# [What you have to do]
Report every line of the records below that includes the string "JSON".

Collected data entries:
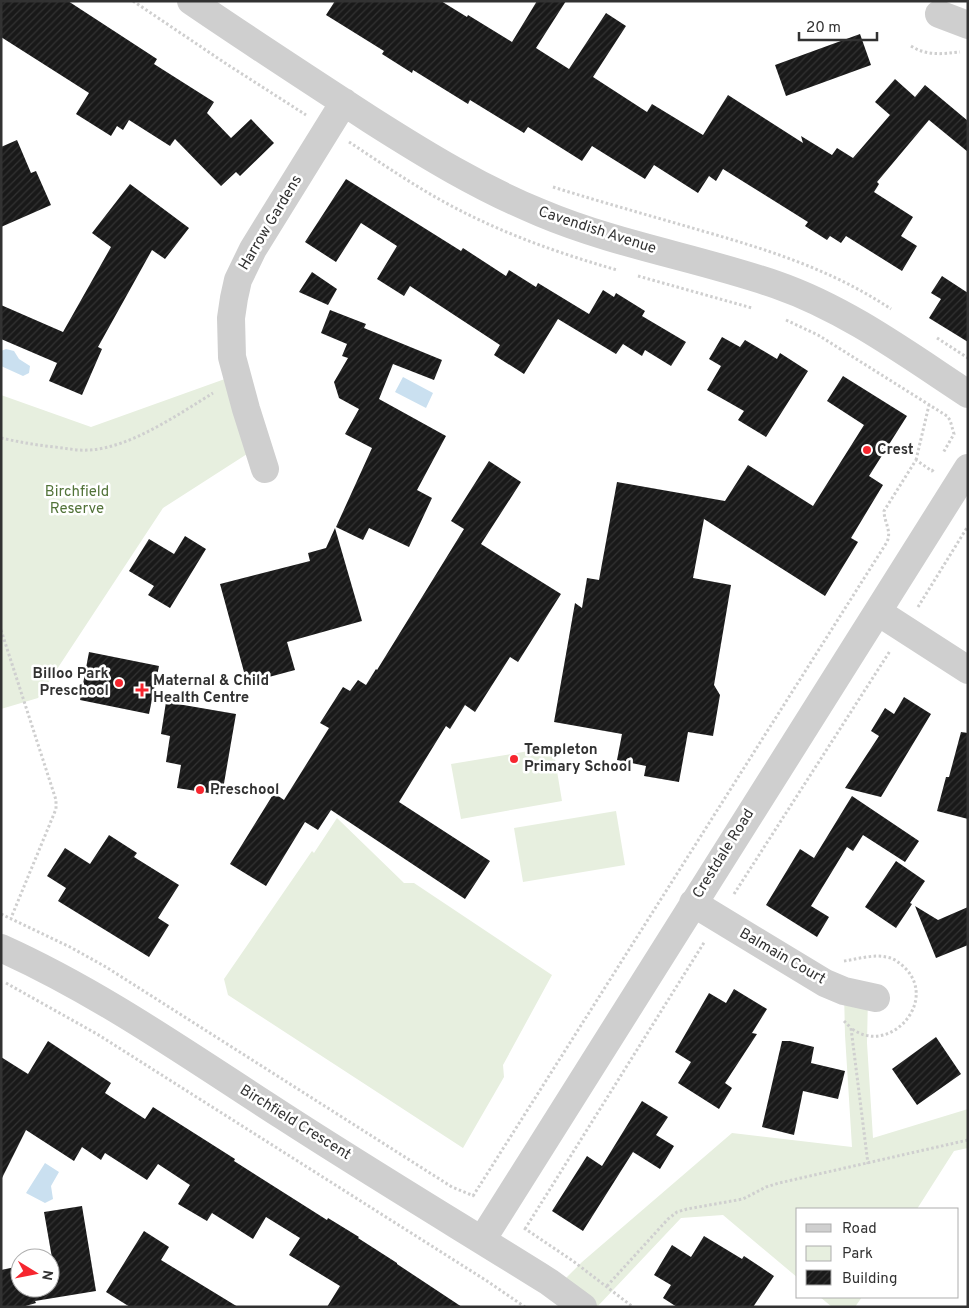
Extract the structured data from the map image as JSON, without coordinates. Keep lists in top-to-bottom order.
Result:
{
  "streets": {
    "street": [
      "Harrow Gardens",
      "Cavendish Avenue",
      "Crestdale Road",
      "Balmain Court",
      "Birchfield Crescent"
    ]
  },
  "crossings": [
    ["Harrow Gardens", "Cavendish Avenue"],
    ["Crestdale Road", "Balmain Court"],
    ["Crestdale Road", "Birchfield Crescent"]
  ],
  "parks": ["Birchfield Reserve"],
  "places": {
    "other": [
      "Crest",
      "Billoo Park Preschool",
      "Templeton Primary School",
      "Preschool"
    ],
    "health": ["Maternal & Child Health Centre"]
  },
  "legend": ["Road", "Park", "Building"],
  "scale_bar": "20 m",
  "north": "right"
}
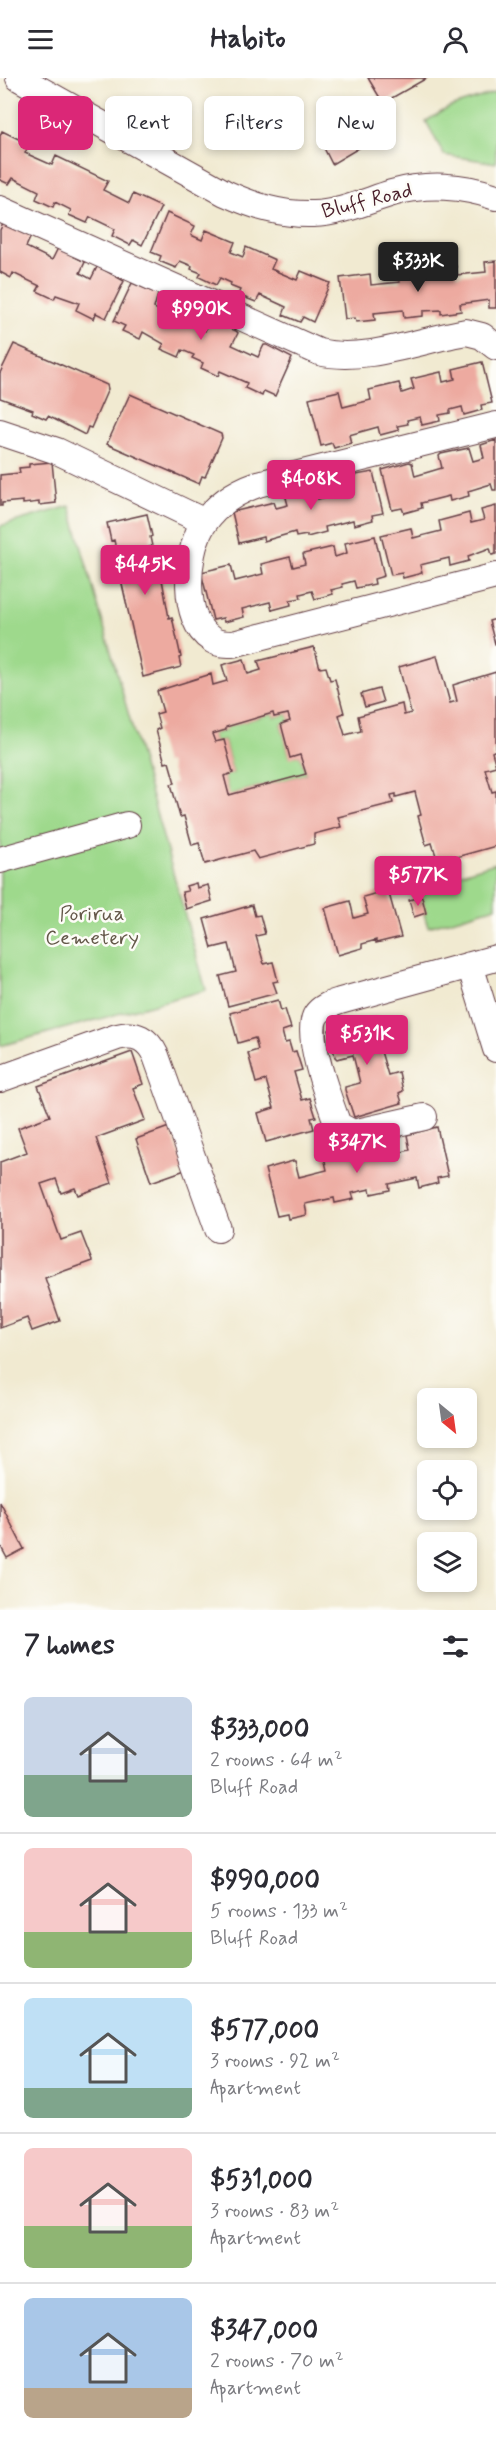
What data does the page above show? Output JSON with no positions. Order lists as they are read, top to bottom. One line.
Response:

# [Solution for this exercise]
Extract the structured data from the map image as JSON, without coordinates. Keep lists in top-to-bottom order.
What data does the page above show? Output JSON with no positions. Order lists as they are read, top to bottom. One line.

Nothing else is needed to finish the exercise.